* [Aim of the exercise]: Please start at the first line of the records beneath and quote each line exactly, ending with the line containing "position:relative; width:2029px; height:322px;".

===== Data in this exercise =====

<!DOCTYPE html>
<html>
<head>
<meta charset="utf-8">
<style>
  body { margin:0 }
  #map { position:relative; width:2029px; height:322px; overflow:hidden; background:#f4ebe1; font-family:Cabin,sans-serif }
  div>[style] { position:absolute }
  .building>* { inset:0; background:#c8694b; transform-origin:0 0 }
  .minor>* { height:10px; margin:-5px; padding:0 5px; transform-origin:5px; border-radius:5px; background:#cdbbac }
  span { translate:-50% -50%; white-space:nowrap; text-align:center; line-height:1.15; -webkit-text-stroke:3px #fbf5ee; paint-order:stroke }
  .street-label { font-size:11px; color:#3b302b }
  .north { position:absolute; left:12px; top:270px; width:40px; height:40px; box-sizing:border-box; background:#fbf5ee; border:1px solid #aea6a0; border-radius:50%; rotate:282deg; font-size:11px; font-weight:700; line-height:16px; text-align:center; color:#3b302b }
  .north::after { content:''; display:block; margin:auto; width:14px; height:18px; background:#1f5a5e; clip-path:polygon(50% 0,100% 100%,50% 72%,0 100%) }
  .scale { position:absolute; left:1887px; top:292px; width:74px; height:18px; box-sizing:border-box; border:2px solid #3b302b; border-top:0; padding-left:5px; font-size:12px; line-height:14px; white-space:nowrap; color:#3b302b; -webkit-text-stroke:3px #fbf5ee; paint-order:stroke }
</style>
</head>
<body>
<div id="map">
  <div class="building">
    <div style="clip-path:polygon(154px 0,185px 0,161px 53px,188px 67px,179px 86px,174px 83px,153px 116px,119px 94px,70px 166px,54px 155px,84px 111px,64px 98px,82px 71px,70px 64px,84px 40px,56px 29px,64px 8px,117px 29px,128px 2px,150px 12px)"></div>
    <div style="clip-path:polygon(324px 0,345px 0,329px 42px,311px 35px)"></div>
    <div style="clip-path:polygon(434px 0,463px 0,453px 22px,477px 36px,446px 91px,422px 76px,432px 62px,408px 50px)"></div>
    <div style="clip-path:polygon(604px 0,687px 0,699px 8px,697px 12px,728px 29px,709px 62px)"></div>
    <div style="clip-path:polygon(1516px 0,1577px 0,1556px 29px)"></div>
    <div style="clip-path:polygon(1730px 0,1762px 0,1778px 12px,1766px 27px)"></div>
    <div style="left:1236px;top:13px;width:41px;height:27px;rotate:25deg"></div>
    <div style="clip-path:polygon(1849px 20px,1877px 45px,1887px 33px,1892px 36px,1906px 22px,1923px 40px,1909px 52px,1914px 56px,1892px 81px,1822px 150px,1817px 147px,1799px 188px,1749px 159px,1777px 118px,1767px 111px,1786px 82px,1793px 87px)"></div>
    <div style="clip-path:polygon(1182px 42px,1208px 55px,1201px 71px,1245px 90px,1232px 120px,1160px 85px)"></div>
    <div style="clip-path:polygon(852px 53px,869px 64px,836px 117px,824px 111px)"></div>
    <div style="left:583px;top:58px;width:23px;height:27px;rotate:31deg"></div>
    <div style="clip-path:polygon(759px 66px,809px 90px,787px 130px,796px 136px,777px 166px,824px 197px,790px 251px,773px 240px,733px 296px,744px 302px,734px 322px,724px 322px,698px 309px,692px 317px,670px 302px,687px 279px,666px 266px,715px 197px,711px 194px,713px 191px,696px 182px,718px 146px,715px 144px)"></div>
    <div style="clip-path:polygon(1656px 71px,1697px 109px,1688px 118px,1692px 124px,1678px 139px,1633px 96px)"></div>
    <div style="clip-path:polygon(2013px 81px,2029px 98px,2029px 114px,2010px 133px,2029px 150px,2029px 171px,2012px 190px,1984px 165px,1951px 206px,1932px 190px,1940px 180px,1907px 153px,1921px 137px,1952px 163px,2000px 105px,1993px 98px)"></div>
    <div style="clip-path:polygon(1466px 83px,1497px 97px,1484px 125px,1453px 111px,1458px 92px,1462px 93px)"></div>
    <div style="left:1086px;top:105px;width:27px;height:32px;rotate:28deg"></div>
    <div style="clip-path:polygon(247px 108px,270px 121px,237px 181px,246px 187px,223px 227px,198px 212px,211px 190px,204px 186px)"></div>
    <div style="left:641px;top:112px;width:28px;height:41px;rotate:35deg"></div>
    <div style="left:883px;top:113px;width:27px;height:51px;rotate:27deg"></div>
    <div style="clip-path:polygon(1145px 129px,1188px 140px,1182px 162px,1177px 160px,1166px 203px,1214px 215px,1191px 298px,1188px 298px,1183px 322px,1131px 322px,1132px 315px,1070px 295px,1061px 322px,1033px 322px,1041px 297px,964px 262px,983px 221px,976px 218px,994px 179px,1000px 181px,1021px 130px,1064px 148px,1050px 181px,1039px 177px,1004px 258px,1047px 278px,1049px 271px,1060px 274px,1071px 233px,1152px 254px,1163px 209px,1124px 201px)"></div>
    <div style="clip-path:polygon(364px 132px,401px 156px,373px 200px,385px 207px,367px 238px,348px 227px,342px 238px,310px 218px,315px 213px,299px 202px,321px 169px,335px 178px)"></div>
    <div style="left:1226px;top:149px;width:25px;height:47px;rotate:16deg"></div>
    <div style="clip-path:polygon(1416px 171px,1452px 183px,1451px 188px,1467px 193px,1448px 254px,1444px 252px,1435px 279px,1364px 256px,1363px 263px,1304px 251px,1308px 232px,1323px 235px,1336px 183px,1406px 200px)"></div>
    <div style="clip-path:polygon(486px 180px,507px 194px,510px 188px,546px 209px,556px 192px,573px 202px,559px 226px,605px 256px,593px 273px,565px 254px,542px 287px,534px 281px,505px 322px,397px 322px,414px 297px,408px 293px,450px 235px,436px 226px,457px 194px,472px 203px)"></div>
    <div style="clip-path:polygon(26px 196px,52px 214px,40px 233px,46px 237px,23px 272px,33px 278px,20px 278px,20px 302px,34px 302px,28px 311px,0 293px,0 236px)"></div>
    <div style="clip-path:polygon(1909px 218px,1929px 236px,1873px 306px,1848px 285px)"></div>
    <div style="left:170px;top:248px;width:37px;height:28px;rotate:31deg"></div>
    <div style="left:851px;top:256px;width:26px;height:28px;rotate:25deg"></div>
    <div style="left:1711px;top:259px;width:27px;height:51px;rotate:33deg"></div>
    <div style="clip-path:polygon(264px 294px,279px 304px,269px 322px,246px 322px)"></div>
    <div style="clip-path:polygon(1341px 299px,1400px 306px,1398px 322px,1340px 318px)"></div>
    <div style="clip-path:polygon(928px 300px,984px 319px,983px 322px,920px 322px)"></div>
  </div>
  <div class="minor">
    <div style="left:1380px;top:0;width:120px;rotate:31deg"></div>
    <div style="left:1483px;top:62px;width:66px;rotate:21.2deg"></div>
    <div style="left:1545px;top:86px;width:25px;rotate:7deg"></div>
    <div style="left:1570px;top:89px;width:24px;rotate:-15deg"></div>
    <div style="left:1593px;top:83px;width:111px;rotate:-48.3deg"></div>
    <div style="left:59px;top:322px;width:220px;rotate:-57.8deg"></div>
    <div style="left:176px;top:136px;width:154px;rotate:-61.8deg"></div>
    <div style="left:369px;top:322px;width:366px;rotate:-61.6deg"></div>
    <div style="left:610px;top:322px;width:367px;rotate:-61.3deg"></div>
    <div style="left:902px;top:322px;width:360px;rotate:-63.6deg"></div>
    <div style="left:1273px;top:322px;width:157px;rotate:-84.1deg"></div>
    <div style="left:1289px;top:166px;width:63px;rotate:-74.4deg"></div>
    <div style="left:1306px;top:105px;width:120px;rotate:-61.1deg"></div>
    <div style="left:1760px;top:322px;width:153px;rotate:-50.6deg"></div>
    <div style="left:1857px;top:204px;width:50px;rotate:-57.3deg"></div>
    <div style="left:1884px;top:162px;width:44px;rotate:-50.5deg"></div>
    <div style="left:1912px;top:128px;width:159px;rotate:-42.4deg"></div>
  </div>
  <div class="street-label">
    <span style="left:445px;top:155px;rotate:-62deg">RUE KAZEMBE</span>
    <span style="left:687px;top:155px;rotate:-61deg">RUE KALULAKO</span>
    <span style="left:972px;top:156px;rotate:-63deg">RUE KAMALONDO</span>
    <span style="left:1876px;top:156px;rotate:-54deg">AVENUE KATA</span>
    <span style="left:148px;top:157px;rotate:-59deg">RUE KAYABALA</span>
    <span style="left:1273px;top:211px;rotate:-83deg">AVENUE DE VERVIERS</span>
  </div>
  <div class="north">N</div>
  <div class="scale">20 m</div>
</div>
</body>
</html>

=====

* [Exercise answer]:
<!DOCTYPE html>
<html>
<head>
<meta charset="utf-8">
<style>
  body { margin:0 }
  #map { position:relative; width:2029px; height:322px; overflow:hidden; background:#f4ebe1; font-family:Cabin,sans-serif }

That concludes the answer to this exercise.